George Miller é responsável por um deleite visual com sua ambientação de um futuro distópico e desértico, provendo um verdadeiro espetáculo na tela, desde a caracterização dos personagens e os belíssimos quadros extremamente abertos, ao balé aéreo, perseguições, equilibristas, explosões, saltos e capotagens, com direito a trio elétrico! Afinal, quem se disporia a cruzar um deserto para perseguir um comboio sem o som de tambores e um guitarrista itinerante?

O novo Mad Max engana transformando Max (Tom Hardy), o personagem título, praticamente o tempo todo em uma mera testemunha. Testemunha das façanhas de Imperatriz Furiosa (Charlize Theron). Ela é responsável pela escapada de um grupo de mulheres, tratadas como “parideiras”, por um déspota que comanda uma espécie de tribo, tendo o poder sobre a água e sendo tratado como um Deus (aos moldes nórdicos). Ele é Immortan Joe (Hugh Keays-Byrne). Quanto ao papel de Max? Ele é acidentalmente envolvido nesta fuga e torna-se um auxiliar na odisseia de Furiosa. A partir daí, começa uma incessante e tensa perseguição, de arrancar o apoio da cadeira e tirar o fôlego de qualquer um!

George Miller abusa dos efeitos práticos, e quase tudo que se vê na tela não é resultado de um irreconhecível efeito especial. É real! E os longos planos, o posicionamento de suas câmeras e coreografias, dignas de um espetáculo do Cirque Du Soleil, ensina não mais do que isso. Define como se filma a ação caótica e desesperadora sem se perder na confusão do espectador.

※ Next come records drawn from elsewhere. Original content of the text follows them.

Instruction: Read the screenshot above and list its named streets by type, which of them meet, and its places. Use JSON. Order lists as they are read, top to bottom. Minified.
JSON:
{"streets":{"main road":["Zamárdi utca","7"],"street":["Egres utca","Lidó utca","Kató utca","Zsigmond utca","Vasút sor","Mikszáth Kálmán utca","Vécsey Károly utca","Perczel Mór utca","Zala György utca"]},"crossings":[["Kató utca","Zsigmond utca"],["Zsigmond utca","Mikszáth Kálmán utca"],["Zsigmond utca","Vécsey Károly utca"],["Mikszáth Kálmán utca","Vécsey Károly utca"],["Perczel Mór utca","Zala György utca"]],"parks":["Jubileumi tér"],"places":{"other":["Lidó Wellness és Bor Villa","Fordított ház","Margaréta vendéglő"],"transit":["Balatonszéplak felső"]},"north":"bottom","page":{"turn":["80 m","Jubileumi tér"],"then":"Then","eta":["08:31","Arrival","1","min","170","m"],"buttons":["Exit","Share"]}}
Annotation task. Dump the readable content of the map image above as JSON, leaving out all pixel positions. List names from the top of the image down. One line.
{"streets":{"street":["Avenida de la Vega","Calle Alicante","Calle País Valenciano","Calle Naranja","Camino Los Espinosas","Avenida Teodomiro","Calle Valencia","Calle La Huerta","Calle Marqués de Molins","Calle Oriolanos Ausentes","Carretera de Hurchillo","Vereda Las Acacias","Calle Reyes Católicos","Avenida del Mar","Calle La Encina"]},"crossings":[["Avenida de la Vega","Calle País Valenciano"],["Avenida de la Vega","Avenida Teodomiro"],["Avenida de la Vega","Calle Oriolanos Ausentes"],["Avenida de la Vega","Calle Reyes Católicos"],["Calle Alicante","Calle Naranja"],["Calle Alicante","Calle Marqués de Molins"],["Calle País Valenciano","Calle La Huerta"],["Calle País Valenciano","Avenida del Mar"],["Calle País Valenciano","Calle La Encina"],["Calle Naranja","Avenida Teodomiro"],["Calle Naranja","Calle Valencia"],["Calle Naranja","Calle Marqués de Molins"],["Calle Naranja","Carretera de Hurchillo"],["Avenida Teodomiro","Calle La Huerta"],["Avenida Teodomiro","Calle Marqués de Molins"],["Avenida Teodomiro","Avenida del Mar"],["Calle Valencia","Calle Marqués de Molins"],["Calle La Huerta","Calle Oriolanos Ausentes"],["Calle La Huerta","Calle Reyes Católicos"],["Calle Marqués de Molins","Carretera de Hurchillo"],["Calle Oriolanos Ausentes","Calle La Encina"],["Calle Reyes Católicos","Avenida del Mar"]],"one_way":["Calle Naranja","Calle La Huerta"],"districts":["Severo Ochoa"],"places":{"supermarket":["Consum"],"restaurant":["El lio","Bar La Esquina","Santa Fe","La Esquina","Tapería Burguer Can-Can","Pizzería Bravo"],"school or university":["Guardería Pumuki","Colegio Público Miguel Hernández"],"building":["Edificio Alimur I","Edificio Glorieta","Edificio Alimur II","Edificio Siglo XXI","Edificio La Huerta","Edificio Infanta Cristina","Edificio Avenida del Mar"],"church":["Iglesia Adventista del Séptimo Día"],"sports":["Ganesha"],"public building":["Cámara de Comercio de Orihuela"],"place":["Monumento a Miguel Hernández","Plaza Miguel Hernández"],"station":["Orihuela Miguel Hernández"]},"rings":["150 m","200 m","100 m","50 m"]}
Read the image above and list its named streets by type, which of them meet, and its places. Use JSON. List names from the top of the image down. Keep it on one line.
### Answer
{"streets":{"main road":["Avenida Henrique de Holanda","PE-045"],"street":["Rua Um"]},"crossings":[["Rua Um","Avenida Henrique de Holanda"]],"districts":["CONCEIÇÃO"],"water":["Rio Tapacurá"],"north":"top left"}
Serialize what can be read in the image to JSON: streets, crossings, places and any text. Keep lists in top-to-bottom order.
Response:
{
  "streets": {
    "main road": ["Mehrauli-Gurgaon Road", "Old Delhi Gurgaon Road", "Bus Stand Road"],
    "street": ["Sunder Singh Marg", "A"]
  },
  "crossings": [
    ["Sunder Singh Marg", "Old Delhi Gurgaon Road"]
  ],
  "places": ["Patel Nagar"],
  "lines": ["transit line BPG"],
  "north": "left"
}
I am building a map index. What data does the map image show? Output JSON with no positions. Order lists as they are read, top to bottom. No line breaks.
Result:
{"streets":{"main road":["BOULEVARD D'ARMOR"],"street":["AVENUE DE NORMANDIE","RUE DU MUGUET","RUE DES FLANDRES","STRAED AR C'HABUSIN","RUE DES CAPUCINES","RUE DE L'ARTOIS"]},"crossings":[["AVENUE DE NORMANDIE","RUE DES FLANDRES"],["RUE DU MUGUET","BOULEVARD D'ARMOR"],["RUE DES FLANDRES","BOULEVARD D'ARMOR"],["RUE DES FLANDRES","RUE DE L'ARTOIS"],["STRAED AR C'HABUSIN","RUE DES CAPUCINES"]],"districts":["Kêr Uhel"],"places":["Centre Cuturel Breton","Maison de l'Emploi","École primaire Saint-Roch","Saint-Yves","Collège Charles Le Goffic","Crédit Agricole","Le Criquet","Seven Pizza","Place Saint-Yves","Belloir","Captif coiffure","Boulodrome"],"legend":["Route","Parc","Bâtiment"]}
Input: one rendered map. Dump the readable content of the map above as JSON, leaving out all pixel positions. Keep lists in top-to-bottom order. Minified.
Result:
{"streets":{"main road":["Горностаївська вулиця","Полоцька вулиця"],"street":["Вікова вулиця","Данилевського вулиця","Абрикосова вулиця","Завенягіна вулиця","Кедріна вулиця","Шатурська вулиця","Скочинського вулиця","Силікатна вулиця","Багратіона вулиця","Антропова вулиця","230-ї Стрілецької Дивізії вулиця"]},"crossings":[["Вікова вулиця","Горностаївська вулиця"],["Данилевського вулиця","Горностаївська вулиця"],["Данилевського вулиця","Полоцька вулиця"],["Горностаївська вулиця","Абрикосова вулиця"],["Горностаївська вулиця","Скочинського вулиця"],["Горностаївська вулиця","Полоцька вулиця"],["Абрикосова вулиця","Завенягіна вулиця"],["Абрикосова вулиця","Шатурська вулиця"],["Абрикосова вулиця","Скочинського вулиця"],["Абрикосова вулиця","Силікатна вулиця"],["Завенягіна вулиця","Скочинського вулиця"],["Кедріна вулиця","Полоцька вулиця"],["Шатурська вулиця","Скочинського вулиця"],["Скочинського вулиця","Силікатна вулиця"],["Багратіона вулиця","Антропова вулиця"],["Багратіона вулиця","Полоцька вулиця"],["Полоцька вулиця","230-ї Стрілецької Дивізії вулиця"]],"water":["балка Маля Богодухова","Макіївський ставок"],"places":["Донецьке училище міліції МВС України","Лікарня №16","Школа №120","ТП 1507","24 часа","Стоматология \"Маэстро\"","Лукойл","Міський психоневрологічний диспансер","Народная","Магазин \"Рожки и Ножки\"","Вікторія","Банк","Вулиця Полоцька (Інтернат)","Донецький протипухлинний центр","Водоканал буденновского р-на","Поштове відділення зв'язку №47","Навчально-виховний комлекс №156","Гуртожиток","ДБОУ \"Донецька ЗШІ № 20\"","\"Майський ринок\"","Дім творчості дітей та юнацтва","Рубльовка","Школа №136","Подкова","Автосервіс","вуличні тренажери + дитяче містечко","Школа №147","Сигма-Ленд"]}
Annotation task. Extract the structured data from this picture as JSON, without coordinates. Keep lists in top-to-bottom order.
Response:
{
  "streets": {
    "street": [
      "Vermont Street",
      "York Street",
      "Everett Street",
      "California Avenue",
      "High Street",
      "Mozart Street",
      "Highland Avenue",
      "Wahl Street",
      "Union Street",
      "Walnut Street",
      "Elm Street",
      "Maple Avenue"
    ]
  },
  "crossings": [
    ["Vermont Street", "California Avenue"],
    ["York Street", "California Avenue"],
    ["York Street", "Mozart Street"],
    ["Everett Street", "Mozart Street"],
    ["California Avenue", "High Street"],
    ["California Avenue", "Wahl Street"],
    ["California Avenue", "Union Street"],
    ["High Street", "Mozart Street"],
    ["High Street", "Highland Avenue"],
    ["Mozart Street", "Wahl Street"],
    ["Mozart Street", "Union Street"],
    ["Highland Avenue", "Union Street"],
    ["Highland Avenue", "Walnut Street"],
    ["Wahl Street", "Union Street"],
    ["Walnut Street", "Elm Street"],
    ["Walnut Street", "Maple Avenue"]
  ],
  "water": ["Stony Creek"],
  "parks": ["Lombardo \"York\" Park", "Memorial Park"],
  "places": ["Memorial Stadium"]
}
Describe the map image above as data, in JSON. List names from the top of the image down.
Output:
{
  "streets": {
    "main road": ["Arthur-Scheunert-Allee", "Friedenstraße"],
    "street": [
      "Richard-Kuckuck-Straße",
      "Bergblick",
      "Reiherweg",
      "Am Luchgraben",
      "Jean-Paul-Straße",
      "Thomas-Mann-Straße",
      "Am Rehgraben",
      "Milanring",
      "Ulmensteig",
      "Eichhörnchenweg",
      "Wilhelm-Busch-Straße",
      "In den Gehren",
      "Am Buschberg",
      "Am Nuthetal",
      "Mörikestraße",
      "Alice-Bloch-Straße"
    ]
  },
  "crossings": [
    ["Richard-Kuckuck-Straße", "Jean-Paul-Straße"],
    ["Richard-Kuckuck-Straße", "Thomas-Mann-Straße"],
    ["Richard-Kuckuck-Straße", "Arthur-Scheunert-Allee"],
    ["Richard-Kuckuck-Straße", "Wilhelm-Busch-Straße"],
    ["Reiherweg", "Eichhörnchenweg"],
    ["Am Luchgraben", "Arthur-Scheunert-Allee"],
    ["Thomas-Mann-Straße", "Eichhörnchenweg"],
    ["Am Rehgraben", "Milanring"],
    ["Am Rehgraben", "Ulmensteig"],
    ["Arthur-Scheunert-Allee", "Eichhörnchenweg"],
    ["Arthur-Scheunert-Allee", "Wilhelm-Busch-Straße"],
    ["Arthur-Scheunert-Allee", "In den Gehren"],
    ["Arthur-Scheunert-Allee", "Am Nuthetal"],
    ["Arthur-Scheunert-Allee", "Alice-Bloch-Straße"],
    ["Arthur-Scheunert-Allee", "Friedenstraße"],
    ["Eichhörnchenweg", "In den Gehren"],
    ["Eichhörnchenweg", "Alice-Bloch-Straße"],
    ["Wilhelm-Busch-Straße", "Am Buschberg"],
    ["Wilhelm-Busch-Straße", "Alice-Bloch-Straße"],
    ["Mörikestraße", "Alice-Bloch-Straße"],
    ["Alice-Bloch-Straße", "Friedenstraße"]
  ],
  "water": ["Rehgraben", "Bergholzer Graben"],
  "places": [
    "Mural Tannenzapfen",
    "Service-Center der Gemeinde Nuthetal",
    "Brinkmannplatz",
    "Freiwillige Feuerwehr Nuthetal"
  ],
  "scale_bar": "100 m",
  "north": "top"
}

Pode estar cedo para afirmar qualquer coisa sobre prêmios. Mas eu espero que, no mínimo, uma direção de arte seja prestigiada com os prêmios máximos do cinema, que aliás, será muito bem merecido!

Mad Max – A Estrada da Fúria com toda a certeza é um dos melhores blockbusters do ano! E merece ser visto na maior tela que você encontrar na sua cidade e com o melhor som que estiver disponível! Depois de aguentarmos tantos filmes nos últimos tempos com investimentos extraordinários e que estão aquém do dinheiro gasto, não vou dizer nem que ele merece ser assistido, e sim, que você merece assisti-lo.